“It was November–the month of crimson sunsets, parting birds, deep, sad hymns of the sea, passionate wind-songs in the pines. Anne roamed through the pineland alleys in the park and, as she said, let that great sweeping wind blow the fogs out of her soul.”
― L.M. Montgomery,
The beginning of November is a perfect time to reflect and reconnect with nature. As the last colors of fall slip away and our lives become focused on winter preparations and the upcoming holidays, take some time to welcome the season by being present — outdoors. Are you living with nature?
A recent study, “Therapeutic landscapes and wellbeing in later life: Impacts of blue and green spaces for older adults” was published in both Health & Place Journal and Science Daily.

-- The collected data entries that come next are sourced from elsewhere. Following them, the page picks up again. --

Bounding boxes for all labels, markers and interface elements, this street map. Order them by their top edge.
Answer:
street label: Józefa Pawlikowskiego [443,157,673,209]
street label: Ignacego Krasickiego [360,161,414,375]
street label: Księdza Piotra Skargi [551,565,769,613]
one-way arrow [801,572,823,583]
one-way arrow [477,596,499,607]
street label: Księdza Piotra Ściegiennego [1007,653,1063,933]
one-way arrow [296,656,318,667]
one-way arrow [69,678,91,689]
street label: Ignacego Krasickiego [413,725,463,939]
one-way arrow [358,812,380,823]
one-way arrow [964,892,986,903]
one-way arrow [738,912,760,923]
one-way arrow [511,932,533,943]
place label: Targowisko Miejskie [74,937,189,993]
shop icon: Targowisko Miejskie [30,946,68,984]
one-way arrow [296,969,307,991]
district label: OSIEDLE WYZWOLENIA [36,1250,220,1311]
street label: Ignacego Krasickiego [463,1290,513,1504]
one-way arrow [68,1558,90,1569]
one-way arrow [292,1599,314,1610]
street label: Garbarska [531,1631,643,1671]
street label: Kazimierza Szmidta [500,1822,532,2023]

This research study was led by Jessica Finlay with the University of Minnesota. The team looked at the influence contact with nature has on your sense of well-being in later life. They concluded a connection with nature to be a health resource for older adults. Being in nature promoted feelings of renewal, restoration, and spiritual connectedness. It can also enhance your sense of purpose and reduce loneliness.

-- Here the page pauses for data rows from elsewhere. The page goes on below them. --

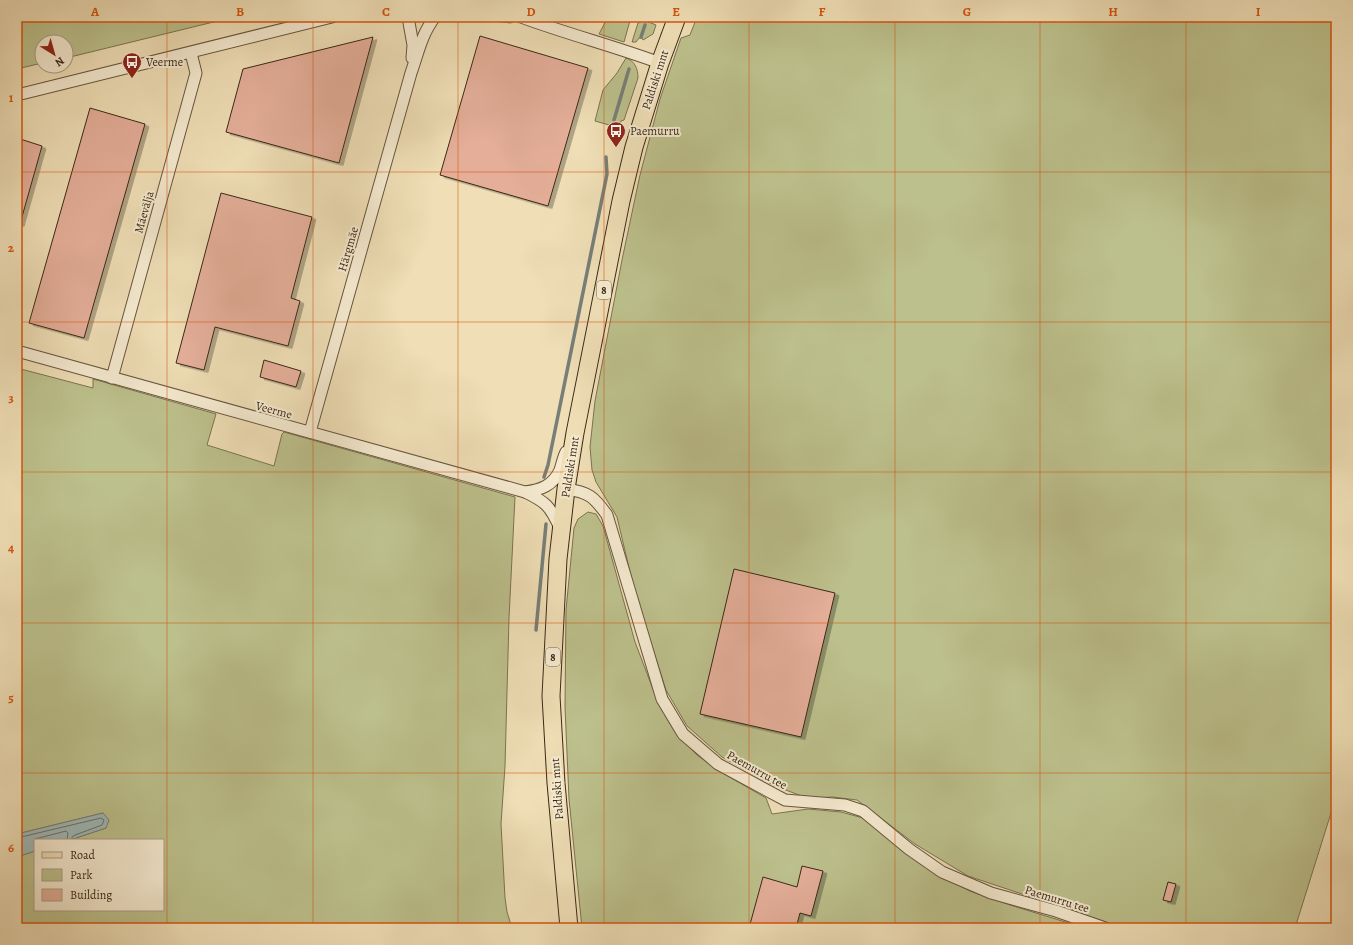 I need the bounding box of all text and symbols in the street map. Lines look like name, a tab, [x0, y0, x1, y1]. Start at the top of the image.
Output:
text: A	[90, 3, 100, 20]
text: B	[236, 3, 244, 20]
text: C	[382, 3, 390, 20]
text: D	[526, 3, 536, 20]
text: E	[672, 3, 680, 20]
text: F	[819, 3, 826, 20]
text: G	[963, 3, 971, 20]
text: H	[1108, 3, 1118, 20]
text: I	[1256, 3, 1261, 20]
north arrow	[34, 34, 74, 74]
street label: Paldiski mnt	[638, 48, 672, 112]
bus stop icon: Veerme	[121, 51, 143, 79]
text: N	[52, 53, 67, 70]
place label: Veerme	[145, 54, 183, 70]
text: 1	[9, 89, 14, 106]
bus stop icon: Paemurru	[605, 120, 627, 148]
place label: Paemurru	[630, 123, 680, 139]
street label: Mäevälja	[130, 189, 158, 235]
street label: Härgmäe	[334, 225, 362, 273]
text: 2	[8, 239, 15, 256]
road number: 8	[597, 281, 611, 299]
text: 3	[8, 389, 14, 406]
street label: Veerme	[253, 397, 294, 423]
street label: Paldiski mnt	[557, 435, 583, 499]
text: 4	[8, 539, 14, 556]
road number: 8	[546, 648, 560, 666]
text: 5	[8, 689, 14, 706]
street label: Paemurru tee	[724, 747, 790, 793]
street label: Paldiski mnt	[547, 758, 567, 820]
text: 6	[8, 839, 14, 856]
legend	[34, 839, 164, 911]
text: Road	[70, 847, 96, 863]
text: Park	[70, 867, 93, 883]
street label: Paemurru tee	[1023, 882, 1091, 916]
text: Building	[70, 887, 112, 903]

Natural environments enable older adults to uphold daily structure in retirement and provide opportunities for diverse activities outside the home. This is important to quality of later life by decreasing boredom, isolation, and loneliness; as well as boosting one’s sense of purpose and accomplishment. — Science Daily
Living with Nature: Greenery
The Washington Post reported having greenery in your neighborhood enhances your health, “Scientists have discovered that living near trees is good for your health”
“Being in nature also bestows a sense of connectedness, meaning, and purpose. …In a world bogged down by social pressures, standards of conduct, and the demands of others, nature gives people a chance to appreciate a grander sense that the world is alive, fascinating and meaningful. This universal appeal crosses all cultures and time periods.” – CRC Health
3 Simple Tips: Living with Nature
What steps can we take to enhance living with nature?
Jessica Finlay offers three simple tips for healthier aging (See: ScienceDaily.com “Everyday access to nature improves quality of life in older adults”)
“1. Focus on your overall well-being: mental and social health are just as important as physical health when aging.
2. Get out the door regularly, even if it’s just to the end of the block and back.
3. Prioritize everyday contact with nature — whether it’s sitting in a park, listening to a water fountain, or looking at potted plants on a windowsill.”
How are you welcoming nature’s change of the seasons this November?